Disabling optimizations in bootloader code. Why? #26
-
I didn't feel like this belonged as an issue, but it's a curiosity for me. I enabled I-Cache and D-Cache on my H7 and got significant gains in CPU bound operations. Also disabling branch prediction? That has me scratching my head. I found this in the bootloader assembly code for the multicore example - startup.s but I've seen similar code elsewhere in this repo I can't help but wonder what is the reason for doing these things? The cache I could potentially see if you don't want to tie up valuable SRAM, but what if you do? Are there any gotchas I should be aware of? And the branch prediction disabling, that just floors me. Does it break something? (I know I said I would take a break, but my curiosity got the better of me) :) mrc p15, 0, r0, c1, c0, 0 // Read System Control register (SCTLR)

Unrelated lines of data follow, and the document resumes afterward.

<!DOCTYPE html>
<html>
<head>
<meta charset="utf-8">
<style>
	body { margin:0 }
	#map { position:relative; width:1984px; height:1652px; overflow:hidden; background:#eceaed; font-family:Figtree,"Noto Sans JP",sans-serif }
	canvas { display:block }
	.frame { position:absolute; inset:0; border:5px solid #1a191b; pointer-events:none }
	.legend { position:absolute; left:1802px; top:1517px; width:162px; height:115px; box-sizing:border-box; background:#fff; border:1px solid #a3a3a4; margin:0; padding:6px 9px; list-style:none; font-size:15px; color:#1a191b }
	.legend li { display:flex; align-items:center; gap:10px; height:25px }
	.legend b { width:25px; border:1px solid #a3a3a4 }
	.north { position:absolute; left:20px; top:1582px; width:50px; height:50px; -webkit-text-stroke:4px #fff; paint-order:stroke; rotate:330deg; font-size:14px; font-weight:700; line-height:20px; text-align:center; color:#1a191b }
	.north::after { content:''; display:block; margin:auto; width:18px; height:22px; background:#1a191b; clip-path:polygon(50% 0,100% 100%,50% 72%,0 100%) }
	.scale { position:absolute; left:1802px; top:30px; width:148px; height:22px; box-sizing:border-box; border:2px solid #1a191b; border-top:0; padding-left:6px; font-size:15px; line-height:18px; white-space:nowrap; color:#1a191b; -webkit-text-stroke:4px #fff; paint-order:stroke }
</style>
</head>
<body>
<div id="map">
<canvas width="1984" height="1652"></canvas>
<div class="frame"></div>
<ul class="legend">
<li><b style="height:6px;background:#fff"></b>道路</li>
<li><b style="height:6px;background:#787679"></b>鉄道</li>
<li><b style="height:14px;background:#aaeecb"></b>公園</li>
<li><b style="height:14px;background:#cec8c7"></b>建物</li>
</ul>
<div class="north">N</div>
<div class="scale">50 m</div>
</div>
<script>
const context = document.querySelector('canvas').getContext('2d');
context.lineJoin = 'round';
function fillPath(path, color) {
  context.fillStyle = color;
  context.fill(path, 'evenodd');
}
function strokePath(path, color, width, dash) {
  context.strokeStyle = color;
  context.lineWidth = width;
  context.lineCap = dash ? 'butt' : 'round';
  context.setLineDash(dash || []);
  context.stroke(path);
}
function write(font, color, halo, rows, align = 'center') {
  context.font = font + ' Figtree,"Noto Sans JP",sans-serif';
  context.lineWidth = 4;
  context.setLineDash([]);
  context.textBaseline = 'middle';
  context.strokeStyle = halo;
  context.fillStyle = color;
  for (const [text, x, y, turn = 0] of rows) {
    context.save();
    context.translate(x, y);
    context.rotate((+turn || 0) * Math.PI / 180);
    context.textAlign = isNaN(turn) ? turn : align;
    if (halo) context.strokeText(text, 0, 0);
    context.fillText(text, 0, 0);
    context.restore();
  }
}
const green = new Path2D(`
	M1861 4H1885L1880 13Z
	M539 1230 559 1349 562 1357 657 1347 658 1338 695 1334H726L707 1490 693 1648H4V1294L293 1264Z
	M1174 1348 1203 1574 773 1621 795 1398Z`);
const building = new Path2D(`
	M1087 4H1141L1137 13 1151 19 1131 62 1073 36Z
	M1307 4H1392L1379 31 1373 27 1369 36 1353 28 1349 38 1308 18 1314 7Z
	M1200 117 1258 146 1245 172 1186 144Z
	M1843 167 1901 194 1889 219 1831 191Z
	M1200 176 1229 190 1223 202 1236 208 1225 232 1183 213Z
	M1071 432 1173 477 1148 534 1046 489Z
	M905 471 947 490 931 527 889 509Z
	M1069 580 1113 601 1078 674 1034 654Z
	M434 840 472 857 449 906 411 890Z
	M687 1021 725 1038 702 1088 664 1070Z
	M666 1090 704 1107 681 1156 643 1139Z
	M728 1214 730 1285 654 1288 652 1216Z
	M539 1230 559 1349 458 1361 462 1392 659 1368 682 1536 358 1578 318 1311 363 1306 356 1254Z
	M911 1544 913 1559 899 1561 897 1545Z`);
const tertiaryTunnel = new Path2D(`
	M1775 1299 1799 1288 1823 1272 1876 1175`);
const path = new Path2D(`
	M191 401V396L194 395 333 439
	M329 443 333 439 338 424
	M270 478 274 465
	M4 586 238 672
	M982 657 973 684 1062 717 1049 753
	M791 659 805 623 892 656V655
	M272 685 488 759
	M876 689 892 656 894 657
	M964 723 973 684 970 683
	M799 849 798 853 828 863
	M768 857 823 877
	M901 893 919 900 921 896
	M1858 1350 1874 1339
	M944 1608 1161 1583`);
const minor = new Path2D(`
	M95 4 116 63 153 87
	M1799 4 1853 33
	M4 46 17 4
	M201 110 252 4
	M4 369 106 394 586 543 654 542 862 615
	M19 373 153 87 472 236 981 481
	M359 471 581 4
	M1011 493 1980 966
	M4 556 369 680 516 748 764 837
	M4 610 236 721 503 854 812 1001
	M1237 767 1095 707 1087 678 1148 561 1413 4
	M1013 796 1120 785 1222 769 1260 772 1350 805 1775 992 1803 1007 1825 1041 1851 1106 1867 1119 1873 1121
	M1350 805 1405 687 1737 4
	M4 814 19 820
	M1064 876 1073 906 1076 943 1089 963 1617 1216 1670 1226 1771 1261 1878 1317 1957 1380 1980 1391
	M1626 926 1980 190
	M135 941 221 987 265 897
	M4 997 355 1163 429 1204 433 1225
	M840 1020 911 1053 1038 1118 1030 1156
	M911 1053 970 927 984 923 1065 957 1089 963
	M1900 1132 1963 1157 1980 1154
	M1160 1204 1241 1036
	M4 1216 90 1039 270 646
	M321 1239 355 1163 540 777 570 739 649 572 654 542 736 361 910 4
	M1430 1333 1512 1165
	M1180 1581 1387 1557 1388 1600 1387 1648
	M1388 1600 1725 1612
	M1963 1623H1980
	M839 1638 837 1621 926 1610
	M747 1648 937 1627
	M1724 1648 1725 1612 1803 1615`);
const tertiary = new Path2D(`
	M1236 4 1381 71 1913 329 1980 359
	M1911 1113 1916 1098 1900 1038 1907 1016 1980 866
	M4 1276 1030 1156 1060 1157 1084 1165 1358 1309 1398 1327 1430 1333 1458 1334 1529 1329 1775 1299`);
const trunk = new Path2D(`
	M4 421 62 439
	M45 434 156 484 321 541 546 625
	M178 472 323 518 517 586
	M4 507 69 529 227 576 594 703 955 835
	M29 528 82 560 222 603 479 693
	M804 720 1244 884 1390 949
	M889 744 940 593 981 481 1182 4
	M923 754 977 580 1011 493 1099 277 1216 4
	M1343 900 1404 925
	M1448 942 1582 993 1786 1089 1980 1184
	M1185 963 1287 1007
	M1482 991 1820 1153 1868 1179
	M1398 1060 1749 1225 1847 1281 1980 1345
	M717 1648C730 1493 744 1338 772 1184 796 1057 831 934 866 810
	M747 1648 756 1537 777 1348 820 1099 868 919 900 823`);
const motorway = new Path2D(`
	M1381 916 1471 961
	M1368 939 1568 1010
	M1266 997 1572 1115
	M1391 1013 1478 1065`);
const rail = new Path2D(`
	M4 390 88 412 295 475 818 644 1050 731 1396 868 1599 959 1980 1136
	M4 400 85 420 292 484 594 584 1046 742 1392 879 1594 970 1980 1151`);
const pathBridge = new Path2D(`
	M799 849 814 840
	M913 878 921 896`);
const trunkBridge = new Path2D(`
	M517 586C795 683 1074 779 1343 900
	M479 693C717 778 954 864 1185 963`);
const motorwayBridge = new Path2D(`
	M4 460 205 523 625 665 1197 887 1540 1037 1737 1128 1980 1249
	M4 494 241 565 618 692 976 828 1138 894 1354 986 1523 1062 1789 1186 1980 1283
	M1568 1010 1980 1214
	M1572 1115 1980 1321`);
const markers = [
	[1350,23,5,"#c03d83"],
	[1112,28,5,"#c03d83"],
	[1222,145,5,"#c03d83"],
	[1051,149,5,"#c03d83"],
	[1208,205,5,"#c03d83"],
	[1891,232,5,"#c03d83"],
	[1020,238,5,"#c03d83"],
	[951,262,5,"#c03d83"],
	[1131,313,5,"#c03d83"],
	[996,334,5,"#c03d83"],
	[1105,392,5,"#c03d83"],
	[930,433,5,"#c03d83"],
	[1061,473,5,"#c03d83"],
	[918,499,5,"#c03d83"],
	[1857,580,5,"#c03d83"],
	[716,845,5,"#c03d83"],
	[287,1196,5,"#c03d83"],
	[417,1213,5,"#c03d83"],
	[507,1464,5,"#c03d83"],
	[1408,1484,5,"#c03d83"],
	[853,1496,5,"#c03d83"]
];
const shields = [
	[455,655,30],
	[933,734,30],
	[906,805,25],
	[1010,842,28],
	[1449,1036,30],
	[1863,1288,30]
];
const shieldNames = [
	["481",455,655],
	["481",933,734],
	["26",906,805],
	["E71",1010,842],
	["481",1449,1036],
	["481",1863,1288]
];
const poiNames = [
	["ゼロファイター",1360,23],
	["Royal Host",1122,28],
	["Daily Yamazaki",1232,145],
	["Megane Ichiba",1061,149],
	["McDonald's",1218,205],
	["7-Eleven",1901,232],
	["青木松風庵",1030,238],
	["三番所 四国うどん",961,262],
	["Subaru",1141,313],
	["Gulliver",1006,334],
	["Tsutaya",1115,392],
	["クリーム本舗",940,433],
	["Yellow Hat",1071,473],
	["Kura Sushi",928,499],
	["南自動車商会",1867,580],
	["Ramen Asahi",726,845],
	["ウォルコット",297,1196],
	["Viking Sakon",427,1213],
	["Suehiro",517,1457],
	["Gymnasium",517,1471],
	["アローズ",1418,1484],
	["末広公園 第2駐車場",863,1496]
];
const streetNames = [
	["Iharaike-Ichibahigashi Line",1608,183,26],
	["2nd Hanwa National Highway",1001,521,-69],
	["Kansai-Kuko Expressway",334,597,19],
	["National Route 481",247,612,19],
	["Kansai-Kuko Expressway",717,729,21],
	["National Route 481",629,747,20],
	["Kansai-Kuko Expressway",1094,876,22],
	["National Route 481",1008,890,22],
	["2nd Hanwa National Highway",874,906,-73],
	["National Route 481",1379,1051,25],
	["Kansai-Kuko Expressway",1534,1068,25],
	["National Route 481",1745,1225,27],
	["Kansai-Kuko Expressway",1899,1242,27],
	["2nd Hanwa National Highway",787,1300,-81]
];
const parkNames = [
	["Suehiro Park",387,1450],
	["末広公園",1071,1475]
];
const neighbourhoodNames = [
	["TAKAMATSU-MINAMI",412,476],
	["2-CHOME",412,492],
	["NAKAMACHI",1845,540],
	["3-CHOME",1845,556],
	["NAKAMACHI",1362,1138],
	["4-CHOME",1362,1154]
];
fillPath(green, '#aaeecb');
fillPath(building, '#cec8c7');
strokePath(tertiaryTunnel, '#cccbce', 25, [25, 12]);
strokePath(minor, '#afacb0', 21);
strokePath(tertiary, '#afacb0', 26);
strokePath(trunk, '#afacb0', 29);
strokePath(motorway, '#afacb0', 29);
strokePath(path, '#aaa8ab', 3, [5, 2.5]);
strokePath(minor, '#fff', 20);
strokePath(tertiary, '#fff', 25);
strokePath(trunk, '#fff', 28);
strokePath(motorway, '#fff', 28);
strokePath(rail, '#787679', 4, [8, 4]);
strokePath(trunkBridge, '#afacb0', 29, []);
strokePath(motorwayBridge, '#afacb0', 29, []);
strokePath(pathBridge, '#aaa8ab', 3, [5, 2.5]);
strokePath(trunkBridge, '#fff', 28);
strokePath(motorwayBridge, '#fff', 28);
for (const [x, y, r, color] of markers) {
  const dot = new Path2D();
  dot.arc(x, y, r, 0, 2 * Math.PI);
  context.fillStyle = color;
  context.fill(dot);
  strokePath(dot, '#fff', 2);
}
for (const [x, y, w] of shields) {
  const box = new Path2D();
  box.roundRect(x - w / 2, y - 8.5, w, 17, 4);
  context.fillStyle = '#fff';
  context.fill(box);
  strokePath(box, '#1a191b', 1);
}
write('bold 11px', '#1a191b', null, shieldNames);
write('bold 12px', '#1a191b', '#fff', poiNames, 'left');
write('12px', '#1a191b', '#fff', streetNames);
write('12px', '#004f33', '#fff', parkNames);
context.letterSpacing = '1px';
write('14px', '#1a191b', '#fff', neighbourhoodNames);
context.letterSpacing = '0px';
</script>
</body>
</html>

bic r0, r0, #(0x1 << 12) // Clear I bit 12 to disable I Cache
bic r0, r0, #(0x1 << 2) // Clear C bit 2 to disable D Cache
bic r0, r0, #0x1 // Clear M bit 0 to disable MMU
bic r0, r0, #(0x1 << 11) // Clear Z bit 11 to disable branch prediction |
Beta Was this translation helpful? Give feedback.
Replies: 2 comments
-
The caches and branch prediction are enabled in SystemInit(). They are just disabled in startup so we can set up the stack and other things without having to worry about flushing the cache or anything complex. Also, the cache does not use SRAM, so disabling it doesn't give you more available RAM (same as on the H7). The A7 is hardly usable with the caches off. The MMU can be used to set up regions that are non-cacheable, which you need to do for DMA transfers (or else keep the cache on and make sure to flush/invalidate at the right times) |
Beta Was this translation helpful? Give feedback.
-
Thanks. That clarifies a lot for me. Guess I made a poor assumption about how the cache works based on some lesser Espressif devices I'm more familiar with. In my first real use of the MCU I will be using 1 of the DMA controllers and 5 channels of it to drive SPI TX only lines as fast as the devices will allow (they are rated for 10Mhz according to the datasheet, but will accept up to 40MHz, and yet I've found no real improvements after 20MHz for some reason but that was on different hardware). The main challenge for me is getting LVGL divied across each core. I don't want them to collide, and I don't want a scheduler. I know, i want my cake, and I want to eat it. very demanding! |
Beta Was this translation helpful? Give feedback.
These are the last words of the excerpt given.